Unibet CEO Arrested in Holland on French Warrant
Dutch authorities raised the ire of many in the EU on Tuesday, when they arrested and detained Unibet CEO Petter Nylander. Nylander was boarding a plane in Holland, bound for his home in the U.K. when authorities pulled him aside and detained him on a French warrant.
The warrant was based on court filings from 2006. In these filings, the French Lottery Authority, Française des Jeux and horse betting monopoly PMU asserted that Unibet was in violation of the French National laws protecting lotteries and horse racing. The two laws cited had both been on the books for over 100 years, with the one law enacted in 1836, and the other in 1891.
The arrest outraged many in the industry, and confused others. Nearly all court decisions in these matters in recent years, both in EU courts and French courts have ruled businesses not in violation of the laws, or more to the point have ruled that the law contradicts the EU treaty. As recently as July, a French court had overturned a prior decision, allowing an online horse racing based in Malta to offer online betting.
The French authorities seemed unfazed by the arrest, with one official calling it 'perfectly normal'.

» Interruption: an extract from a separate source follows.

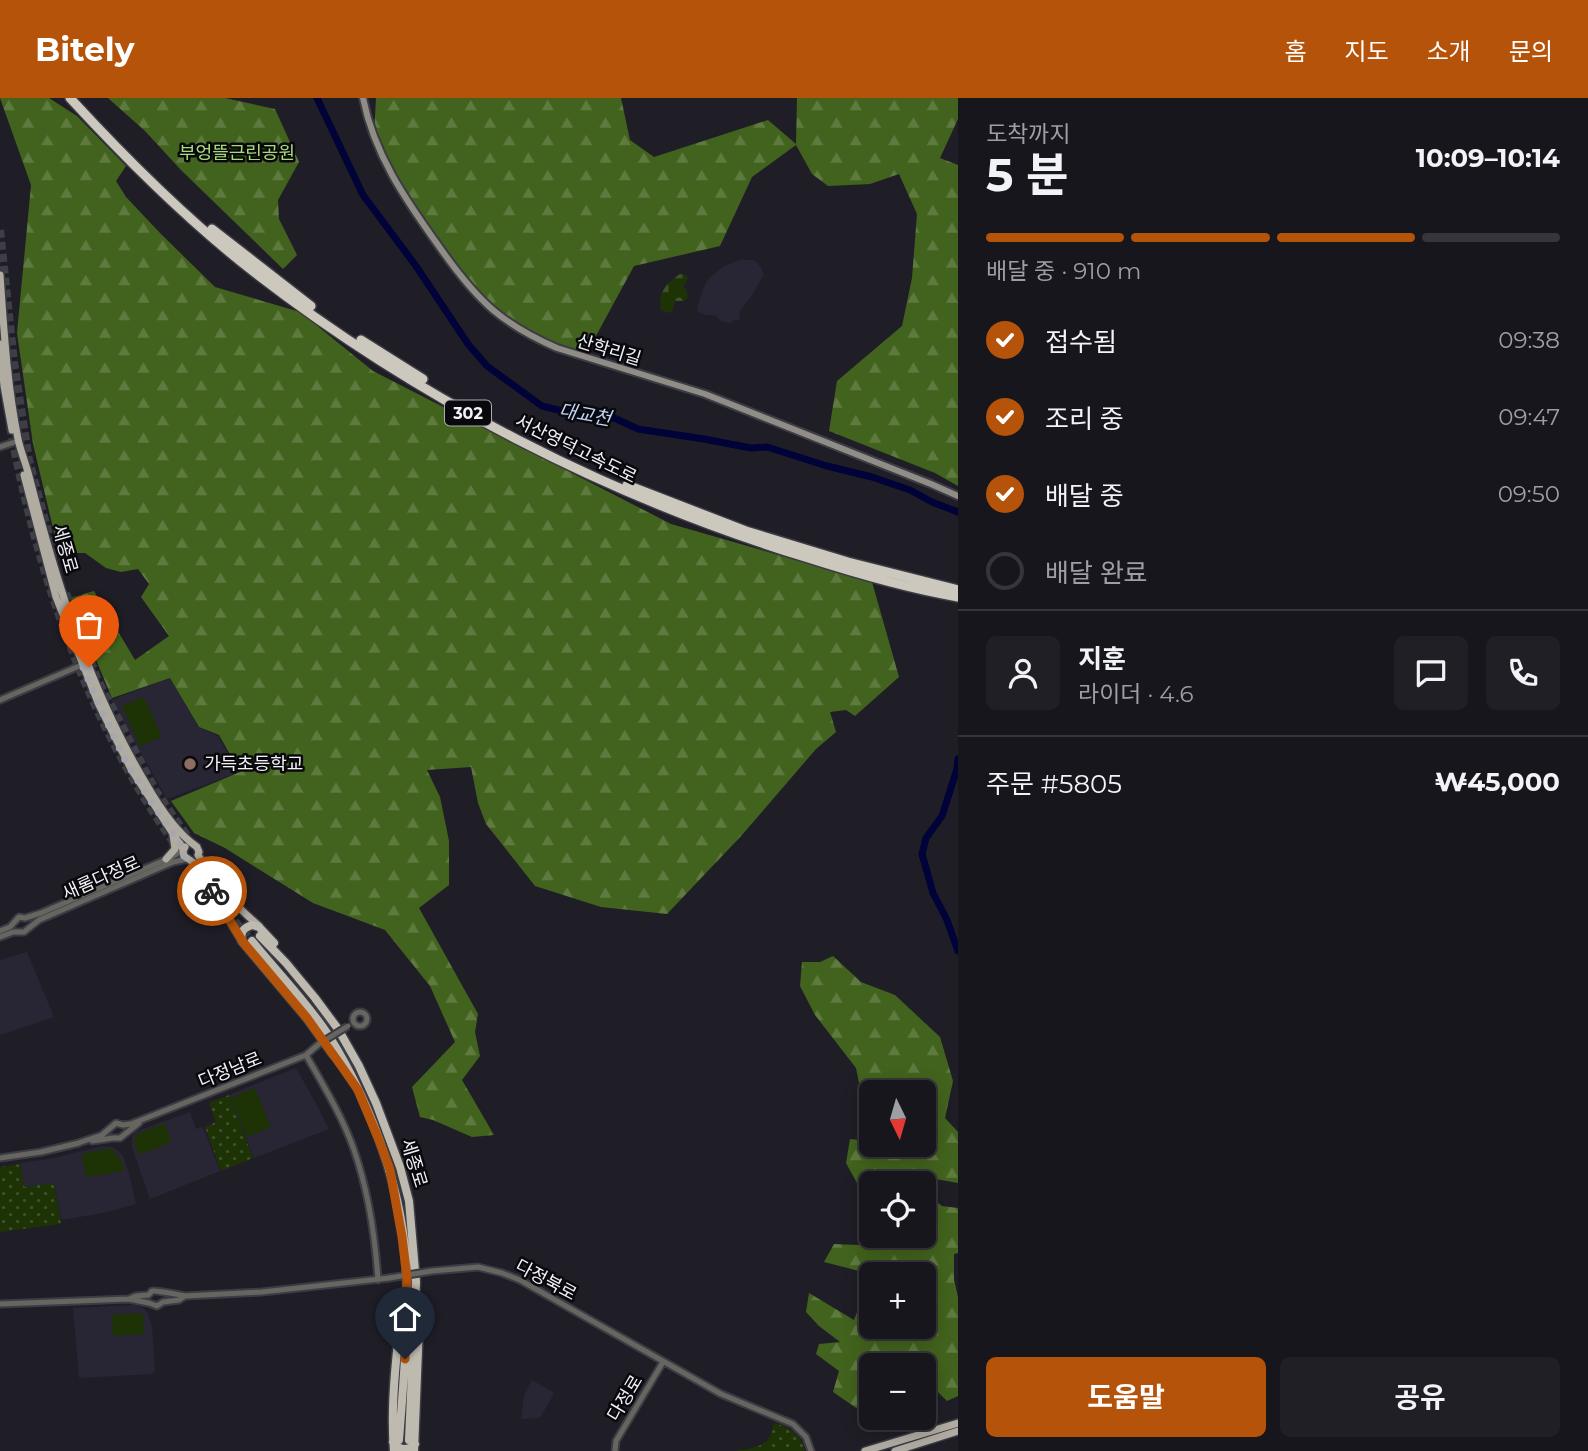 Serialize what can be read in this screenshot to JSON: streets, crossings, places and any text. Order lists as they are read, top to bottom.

Unibet's acting CEO Ragnar Hellenius was very upset when hearing about the arrest, telling the Gaming Intelligence Group, "This situation is clearly unacceptable and extraordinary in ours and in any industry. It is our view that this use of the possibility for cross-border legal actions is a clear abuse of their true aim, and in all aspects, disproportionate. Unibet is licensed in the UK, Malta and Italy for gambling, listed on the OMX Nordic Stock Exchange and a company complying with European law.
This is clearly a breach of the EU Treaty and the fundamental principles of the European Union. We are upset of this unlawful act and harassment against our company and a citizen of Europe and we will take every action possible to bring this matter to justice. This criminalization of a specific individual is a tactic that we have seen French authorities using before and something we will not tolerate. We take for granted that Petter Nylander will be released immediately."
According to a Bloomberg report, Nylander has not been formally charged with anything, and was awaiting further word on his status, likely to come tomorrow.